Execute AI model

The execution of an AI model with the FB_MlSvrPrediction is triggered via the Predict method (or PredictBatched in the case of a batched call), which is asynchronous to the PLC task cycle.

The input data type and the output data type (see PlcOpenXml in the Machine Learning Model Manager section), as well as a timeout and a priority are passed to the method.

Send inference order:

When the method is called, the input data area is sent to the server via ADS. The copying process required for this is carried out synchronously in the task cycle.
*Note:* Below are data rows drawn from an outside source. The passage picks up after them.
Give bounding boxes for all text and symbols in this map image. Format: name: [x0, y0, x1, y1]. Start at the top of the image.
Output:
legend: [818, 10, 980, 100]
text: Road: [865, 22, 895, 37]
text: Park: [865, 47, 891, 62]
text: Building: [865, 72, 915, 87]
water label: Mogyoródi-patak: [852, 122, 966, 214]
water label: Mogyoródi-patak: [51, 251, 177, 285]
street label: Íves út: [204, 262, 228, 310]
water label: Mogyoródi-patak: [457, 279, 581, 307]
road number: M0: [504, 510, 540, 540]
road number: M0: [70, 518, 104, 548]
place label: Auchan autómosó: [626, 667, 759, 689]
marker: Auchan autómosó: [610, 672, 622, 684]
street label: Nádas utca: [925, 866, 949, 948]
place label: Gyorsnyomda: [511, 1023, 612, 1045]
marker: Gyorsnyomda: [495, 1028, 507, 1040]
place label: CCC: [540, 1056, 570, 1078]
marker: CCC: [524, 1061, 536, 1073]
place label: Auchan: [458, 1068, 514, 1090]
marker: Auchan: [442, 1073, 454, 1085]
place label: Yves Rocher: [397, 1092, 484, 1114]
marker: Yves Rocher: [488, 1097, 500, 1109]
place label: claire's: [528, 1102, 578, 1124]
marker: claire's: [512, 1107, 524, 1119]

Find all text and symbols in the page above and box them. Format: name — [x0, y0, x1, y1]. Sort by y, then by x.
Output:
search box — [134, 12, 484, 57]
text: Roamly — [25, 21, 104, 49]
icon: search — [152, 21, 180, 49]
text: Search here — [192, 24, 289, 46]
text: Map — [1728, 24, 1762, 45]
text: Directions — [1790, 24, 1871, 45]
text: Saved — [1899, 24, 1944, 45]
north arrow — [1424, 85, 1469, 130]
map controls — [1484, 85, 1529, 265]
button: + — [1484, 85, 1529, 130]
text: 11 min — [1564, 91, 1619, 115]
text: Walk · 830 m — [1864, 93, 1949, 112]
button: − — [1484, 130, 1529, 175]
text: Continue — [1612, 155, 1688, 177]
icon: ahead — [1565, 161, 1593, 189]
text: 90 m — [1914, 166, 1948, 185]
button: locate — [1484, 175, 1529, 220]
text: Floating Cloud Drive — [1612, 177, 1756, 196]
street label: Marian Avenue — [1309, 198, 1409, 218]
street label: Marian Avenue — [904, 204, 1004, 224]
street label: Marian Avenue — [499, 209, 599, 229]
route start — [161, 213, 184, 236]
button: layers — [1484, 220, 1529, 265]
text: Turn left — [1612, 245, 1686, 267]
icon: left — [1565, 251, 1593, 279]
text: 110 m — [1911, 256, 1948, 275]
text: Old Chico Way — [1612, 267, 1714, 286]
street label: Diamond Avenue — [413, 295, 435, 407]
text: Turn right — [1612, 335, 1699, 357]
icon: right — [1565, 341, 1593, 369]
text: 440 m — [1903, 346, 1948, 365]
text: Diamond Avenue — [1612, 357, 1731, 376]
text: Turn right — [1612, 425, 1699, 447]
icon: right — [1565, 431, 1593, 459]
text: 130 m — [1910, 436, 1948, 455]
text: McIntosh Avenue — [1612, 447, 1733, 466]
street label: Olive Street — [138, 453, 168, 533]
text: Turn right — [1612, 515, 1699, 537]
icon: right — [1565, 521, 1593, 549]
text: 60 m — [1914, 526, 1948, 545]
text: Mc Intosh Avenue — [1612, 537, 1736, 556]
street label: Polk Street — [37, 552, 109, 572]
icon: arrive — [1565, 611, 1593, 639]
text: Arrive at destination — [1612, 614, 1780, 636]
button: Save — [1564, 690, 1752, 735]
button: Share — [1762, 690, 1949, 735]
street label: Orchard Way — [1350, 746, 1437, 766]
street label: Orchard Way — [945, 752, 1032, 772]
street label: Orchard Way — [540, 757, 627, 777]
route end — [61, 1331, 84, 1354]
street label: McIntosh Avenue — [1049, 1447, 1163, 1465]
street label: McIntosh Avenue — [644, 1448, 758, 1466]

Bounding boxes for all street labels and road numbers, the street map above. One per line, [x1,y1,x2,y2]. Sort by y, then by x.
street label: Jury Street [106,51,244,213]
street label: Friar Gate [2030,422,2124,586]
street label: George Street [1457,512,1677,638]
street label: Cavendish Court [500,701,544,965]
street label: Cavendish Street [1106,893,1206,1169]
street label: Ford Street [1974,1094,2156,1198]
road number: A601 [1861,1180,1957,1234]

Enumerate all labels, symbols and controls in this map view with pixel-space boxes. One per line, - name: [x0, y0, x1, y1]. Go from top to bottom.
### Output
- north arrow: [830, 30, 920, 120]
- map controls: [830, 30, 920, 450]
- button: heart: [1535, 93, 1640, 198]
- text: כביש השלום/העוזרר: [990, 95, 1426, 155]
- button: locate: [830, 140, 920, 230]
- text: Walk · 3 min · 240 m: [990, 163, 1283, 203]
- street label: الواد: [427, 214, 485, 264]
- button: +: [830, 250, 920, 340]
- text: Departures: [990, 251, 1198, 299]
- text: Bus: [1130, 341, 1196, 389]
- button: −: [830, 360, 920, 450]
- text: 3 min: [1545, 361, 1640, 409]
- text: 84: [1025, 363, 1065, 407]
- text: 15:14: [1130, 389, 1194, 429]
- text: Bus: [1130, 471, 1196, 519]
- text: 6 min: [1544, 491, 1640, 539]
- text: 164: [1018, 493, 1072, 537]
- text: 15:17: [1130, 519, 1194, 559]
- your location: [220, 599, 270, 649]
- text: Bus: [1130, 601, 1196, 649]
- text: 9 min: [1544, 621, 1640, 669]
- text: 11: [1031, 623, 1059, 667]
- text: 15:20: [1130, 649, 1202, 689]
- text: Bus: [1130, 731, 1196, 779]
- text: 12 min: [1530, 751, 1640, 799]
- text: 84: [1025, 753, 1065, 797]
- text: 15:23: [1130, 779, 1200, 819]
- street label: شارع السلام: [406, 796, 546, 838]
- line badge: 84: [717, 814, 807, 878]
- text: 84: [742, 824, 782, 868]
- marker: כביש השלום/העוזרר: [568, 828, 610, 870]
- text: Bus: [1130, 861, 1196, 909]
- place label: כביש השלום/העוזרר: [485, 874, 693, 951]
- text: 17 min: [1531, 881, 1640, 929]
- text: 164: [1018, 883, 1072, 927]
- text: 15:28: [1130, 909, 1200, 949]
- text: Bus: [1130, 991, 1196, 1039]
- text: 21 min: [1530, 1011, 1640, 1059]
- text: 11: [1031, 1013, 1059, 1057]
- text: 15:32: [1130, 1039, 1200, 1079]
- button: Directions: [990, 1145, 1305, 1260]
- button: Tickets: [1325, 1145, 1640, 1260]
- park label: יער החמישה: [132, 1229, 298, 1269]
Please note that larger amounts of data require more time. When transferring large amounts of data, such as large image data, the PLC task cycle time must be configured to prevent cycle timeouts.

Edit inference order:

The inference order is then accepted by the TwinCAT Machine Learning Server. If there are multiple requests that cannot be processed at the same time, a queue is created, with higher priorities moving up in the queue. CPU-based inference orders are always processed sequentially, i.e. the queue is particularly relevant here. GPU-based inferences, on the other hand, can be processed in parallel. Each FB instance can only ever have one outstanding request on the server, i.e. the maximum number of requests on the server is the number of active clients.

Request inference result:

It is important to note that the processing of the asynchronous request can only be monitored with the temporal granularity of the PLC task cycle time. It is therefore important that applications with a low delay budget have the lowest possible cycle times and correspondingly high sampling rates in order to minimize delays caused by time resolution. This is particularly important when interacting with other, computationally intensive and synchronously executed algorithms, e.g. when pre- or post-processing data.

Sample Predict()

Declaration

stModelInput : ST_LemonModelInput; // DUT from PlcOpenXml produced with TC ML Model Manager
stModelOutput : ST_LemonModelOutput; // DUT from PlcOpenXml produced with TC ML Model Manager
fbMlSvr : FB_MlSvrPrediction();

Code:

// Submission of an inference request at the TcMlServer
// and subsequent postprocessing of the inference result
// Submission of the asynchronous inference request to the TcMlServer
IF fbMlSvr.Predict(
               pDataIn       := ADR(stModelInput), 
               nDataInSize   := SIZEOF(ST_LemonModelInput), 
               pDataOut      := ADR(stModelOutput), 
               nDataOutSize  := SIZEOF(ST_LemonModelOutput),
               nTimeout      := 100,
               nPriority     := 0) THEN
      IF fbMlSvr.nErrorCode <> 0 AND NOT fbMlSvr.bConfigured  THEN
         // If nErrorCode -1 is encountered, increase nTimeout
          eState := E_State.eError;
      ELSE
         // Postprocessing of the inference results
   END_IF
END_IF

Sample PredictBatched()

Declaration

stModelInputBatch : ARRAY[0..3] OF ST_LemonModelInput;
stModelOutputBatch : ARRAY[0..3] OF ST_LemonModelOutput;

Code

IF fbMlSvr.PredictBatched(
               pDataIn       := ADR(stModelInputBatch), 
               nDataInSize   := SIZEOF(ST_LemonModelInput),
               nBatchSize    := 4, 
               pDataOut      := ADR(stModelOutputBatch), 
               nDataOutSize  := SIZEOF(ST_LemonModelOutput),
               nTimeout      := 100,
               nPriority     := 0) THEN

In the sample calls, the timeout for the inference request is set to 100 cycles in each case. In the figure above, the result is available after 3 cycles (top) or 2 cycles (bottom). The jitter that may be experienced can be queried via fbMlSvr.nMaxInferenceDuration. This shows the maximum number of PLC cycles that were required to execute an inference. Based on this value, the timeout value can usually be interpreted well.